**WORK TASK**
Determine the number of lines in these entries that hold the word "Start". Give the number and nothing more.

**SOURCE MATERIAL**
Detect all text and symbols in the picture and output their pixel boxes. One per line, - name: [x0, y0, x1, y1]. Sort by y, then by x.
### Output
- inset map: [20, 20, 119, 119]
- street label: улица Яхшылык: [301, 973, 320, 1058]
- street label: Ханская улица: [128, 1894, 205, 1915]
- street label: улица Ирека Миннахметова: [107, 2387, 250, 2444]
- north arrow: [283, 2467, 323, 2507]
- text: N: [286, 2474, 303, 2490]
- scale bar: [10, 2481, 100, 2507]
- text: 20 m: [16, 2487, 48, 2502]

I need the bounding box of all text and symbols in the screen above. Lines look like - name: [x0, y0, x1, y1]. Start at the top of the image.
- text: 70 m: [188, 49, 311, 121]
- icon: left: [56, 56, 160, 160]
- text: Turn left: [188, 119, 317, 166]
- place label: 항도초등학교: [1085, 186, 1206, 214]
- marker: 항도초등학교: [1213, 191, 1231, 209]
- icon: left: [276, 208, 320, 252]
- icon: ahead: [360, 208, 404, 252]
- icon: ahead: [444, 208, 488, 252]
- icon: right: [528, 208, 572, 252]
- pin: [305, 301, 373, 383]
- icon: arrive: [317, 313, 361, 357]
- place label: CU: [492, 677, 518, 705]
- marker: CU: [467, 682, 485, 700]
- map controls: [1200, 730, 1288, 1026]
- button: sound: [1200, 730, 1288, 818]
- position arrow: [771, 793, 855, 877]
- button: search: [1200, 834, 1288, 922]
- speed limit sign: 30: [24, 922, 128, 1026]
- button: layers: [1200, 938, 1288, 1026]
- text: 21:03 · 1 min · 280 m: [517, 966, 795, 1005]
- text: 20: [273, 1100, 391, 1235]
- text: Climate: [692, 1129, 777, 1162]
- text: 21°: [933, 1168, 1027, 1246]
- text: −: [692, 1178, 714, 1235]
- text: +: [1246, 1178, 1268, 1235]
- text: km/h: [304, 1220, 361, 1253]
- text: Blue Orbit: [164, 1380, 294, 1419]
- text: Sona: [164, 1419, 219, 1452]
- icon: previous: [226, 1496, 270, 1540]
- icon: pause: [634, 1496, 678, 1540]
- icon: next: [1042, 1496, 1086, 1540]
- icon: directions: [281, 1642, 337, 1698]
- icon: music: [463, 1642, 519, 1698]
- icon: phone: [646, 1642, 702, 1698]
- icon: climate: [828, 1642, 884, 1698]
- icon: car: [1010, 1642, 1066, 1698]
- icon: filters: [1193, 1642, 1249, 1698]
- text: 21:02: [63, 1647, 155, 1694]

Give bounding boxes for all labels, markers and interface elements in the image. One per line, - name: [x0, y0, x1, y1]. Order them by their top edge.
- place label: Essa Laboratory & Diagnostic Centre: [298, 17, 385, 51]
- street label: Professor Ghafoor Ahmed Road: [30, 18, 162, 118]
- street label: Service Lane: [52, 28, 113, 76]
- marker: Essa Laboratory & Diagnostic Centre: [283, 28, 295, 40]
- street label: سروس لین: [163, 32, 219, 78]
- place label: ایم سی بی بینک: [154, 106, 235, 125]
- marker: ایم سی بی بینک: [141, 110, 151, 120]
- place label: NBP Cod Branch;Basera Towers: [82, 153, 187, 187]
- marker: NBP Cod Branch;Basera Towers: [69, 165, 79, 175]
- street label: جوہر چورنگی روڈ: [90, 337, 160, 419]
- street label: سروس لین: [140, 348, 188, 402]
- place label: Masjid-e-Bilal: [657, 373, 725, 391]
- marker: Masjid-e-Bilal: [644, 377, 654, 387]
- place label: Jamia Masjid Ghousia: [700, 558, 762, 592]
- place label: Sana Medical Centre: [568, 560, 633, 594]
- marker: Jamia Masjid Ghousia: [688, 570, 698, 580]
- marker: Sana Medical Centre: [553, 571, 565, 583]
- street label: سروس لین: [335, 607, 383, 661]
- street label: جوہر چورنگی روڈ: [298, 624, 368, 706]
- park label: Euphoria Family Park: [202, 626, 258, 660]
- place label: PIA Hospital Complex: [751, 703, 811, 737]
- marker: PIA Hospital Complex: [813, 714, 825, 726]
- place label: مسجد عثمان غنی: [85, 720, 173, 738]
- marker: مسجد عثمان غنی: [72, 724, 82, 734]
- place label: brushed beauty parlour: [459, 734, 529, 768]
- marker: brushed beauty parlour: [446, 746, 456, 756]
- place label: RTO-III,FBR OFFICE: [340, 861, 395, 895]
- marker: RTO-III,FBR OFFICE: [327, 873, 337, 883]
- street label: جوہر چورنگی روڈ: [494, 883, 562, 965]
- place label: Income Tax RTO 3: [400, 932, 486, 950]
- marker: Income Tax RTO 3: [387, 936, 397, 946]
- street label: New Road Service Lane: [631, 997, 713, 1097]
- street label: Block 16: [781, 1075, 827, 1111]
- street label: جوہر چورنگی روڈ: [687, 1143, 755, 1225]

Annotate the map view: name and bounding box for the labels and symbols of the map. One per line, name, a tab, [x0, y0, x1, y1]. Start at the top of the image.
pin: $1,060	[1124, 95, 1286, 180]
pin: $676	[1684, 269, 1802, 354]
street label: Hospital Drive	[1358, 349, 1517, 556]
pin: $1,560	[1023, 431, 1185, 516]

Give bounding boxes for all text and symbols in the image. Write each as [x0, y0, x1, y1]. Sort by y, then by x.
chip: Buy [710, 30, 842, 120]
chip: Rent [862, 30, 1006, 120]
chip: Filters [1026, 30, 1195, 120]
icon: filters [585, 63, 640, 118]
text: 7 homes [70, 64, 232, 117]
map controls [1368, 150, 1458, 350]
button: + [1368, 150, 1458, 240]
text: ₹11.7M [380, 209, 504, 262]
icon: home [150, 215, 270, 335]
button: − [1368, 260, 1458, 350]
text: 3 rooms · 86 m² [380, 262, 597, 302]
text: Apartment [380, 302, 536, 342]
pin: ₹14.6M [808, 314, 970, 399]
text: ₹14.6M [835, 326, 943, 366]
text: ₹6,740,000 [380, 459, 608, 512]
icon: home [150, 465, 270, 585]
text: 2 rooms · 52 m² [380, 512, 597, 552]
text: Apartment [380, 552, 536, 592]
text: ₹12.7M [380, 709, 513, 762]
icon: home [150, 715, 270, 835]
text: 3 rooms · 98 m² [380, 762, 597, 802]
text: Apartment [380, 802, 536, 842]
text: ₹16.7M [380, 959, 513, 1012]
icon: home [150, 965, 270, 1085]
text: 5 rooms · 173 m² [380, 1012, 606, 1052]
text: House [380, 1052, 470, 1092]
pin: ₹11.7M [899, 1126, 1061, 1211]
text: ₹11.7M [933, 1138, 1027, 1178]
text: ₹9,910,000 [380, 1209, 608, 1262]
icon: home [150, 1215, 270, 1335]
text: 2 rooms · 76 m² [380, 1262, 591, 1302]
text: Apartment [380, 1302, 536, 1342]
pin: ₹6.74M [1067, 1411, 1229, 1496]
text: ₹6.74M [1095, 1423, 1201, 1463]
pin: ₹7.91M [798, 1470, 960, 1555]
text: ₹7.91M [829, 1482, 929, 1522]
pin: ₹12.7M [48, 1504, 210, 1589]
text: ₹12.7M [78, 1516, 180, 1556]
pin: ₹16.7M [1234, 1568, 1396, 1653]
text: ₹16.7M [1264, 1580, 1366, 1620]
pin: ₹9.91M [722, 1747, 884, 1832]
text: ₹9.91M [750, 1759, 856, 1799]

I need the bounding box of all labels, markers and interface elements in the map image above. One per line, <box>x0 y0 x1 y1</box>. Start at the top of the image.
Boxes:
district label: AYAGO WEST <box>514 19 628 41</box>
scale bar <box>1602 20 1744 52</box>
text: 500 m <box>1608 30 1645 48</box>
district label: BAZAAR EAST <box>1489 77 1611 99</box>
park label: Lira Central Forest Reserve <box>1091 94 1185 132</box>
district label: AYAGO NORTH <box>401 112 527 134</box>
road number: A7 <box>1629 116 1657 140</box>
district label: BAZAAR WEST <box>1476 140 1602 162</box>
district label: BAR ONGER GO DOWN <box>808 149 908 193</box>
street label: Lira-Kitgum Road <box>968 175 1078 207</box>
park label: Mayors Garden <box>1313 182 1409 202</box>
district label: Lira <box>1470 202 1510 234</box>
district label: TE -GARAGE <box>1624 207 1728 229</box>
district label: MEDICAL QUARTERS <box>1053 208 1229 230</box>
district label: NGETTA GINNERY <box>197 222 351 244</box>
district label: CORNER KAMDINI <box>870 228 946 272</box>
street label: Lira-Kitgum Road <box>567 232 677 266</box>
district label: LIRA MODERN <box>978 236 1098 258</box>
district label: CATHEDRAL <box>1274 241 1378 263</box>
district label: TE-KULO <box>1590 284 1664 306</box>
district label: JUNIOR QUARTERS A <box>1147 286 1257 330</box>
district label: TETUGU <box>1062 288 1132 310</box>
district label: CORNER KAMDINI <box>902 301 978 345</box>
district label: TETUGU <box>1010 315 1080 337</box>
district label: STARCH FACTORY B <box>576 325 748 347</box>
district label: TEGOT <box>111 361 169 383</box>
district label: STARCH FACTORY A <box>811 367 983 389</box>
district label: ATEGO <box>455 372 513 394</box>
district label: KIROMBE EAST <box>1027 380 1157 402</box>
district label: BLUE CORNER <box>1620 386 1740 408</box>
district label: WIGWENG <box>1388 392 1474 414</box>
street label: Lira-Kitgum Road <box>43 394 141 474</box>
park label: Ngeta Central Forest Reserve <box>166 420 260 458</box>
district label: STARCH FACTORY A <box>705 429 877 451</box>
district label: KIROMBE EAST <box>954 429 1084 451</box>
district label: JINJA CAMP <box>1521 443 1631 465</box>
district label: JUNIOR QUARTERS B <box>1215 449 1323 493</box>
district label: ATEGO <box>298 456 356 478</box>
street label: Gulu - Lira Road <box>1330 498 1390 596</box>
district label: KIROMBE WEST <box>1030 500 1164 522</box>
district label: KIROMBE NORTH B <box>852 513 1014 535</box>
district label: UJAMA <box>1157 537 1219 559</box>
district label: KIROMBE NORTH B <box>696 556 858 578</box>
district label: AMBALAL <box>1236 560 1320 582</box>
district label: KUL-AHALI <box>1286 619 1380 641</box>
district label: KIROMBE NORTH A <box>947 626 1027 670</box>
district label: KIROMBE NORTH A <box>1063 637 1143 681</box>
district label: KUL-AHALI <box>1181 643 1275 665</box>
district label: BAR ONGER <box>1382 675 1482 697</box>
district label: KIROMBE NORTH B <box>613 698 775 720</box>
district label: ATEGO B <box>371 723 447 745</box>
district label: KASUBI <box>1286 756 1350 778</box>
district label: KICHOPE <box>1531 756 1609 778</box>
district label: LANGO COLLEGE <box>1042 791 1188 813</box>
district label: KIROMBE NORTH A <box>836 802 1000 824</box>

**EXERCISE RESULT**
3